Airbyte made available results of the biggest data engineering survey in
the market which provides
insights into the latest trends, tools, and practices in data engineering - especially adoption of tools in the modern data stack.
Its first worldwide State of Data survey
displays results in an interactive format so that anyone can drill
further into the information using filters to see, for example, adoption
patterns by organization size. There were 886 respondents in the survey
- the largest related to data engineering - that was fairly evenly
distributed by geography (North America, Europe, and Asia), as well as
company size, and years of experience working. The primary job title was
data engineer at 38%, another 20% in management positions, and 11%
software engineers. Analytics engineer, data analyst, and data scientist
were around 5% apiece.
"In the past year, the data ecosystem has been evolving rapidly, so this
research of the user community is a way to see the signal through the
noise in the modern data stack," said John Lafleur, co-founder and chief
operating officer, Airbyte. "New options are introduced every month, so
this research is a way for us to take a step back and understand what
the community is using and feeling excited about."
Noteworthy findings include the following.
-
Nearly half the respondents were looking to hire for their data teams
with consistent results across different worldwide geographic regions.
-
In terms of compensation, larger companies correlate with more pay, and North America has the highest salaries.
-
For the Data Ingestion category of the modern data stack, clear leaders
are Airbyte and Fivetran. Airbyte shows double the number of people that
want to try it. In terms of company size, Airbyte is strong in the
small/medium-sized segment with less adoption in the mid-size market
(500-1,000 employees). However, the enterprise segment (1,000+
employees) shows a propensity for enterprises to adopt an open-source
self-hosted platform. (Airbyte Open Source being the dominant solution
there.)
-
For Data Transformation, most used is Pandas while dbt shows the most
"want to try" among respondents. This is even more noticeable in the
larger organization segments where both Spark and Pandas are more used
than dbt. However, dbt shows the most "want to try" among those users.
-
The most used data warehouses are Snowflake and Google BigQuery, then
AWS Redshift and Databricks with Azure Synapse lagging behind. In the
larger organization segments, Databricks popularity is near on par with
Snowflake and BigQuery.
-
For Data Orchestration, most people are still using self-hosted Airflow,
especially in the enterprise segment, but Dagster and Prefect show lots
of interest. Most people are still using self-hosted Airflow, which may
again (like in Data Ingestion) indicate a preference for self-hosted
deployments for larger organizations. It should be noted that Dagster is
definitely coming up the ranks with the highest number of ‘want to
try'.
-
For Business Intelligence, the leaders are Looker and Tableau, but newer
technologies are close behind and show lots of interest.
-
For Data Quality, leaders are Great Expectations and Monte Carlo and a lack of awareness among other alternatives.
-
For Reverse ETL, it was essentially a tie between Hightouch and Census as leaders, and pretty much open after that.
-
For Data Catalogs, there were three companies leading the way in terms of popularity, DataHub, Alation, and Amundsen.

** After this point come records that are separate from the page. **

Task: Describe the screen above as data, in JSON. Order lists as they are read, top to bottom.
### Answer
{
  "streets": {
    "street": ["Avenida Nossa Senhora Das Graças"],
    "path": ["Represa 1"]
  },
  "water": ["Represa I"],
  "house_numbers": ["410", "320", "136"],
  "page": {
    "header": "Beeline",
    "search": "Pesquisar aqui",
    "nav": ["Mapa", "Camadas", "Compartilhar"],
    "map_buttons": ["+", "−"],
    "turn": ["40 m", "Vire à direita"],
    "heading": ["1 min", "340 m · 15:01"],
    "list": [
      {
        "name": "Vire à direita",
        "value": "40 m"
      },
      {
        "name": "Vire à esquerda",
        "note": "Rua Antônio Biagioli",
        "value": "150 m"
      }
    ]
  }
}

To view the full results of the survey, go to https://state-of-data.com.
Here is what some data engineering influencers said about the State of Data survey:
"The data engineering community stands out for its open-mindedness and
collaborative spirit. Every day, I'm impressed by how we've created a
culture of learning and sharing that transcends organizational
boundaries and geographical constraints." Ananth Packkildurai, editor,
Data Engineering Weekly
"Amazing Data Engineering survey! I highly recommend checking out the
insights into the adoption of engineering tools from Data Ingestion,
transformation to reverse ETL and Data Catalogs. That section was my
highlight. Congratulations to Airbyte for leading the Data Ingestion
section." Andreas Kretz, founder of Learn Data Engineering
"I am particularly happy to see the growth of Data Quality tools that
have evolved for good. This signals maturity is coming along. It's not a
shocker to me Airbyte still leading the way for the Data Ingestion
Layer." From Ravit Jain, founder & host of The Ravit Show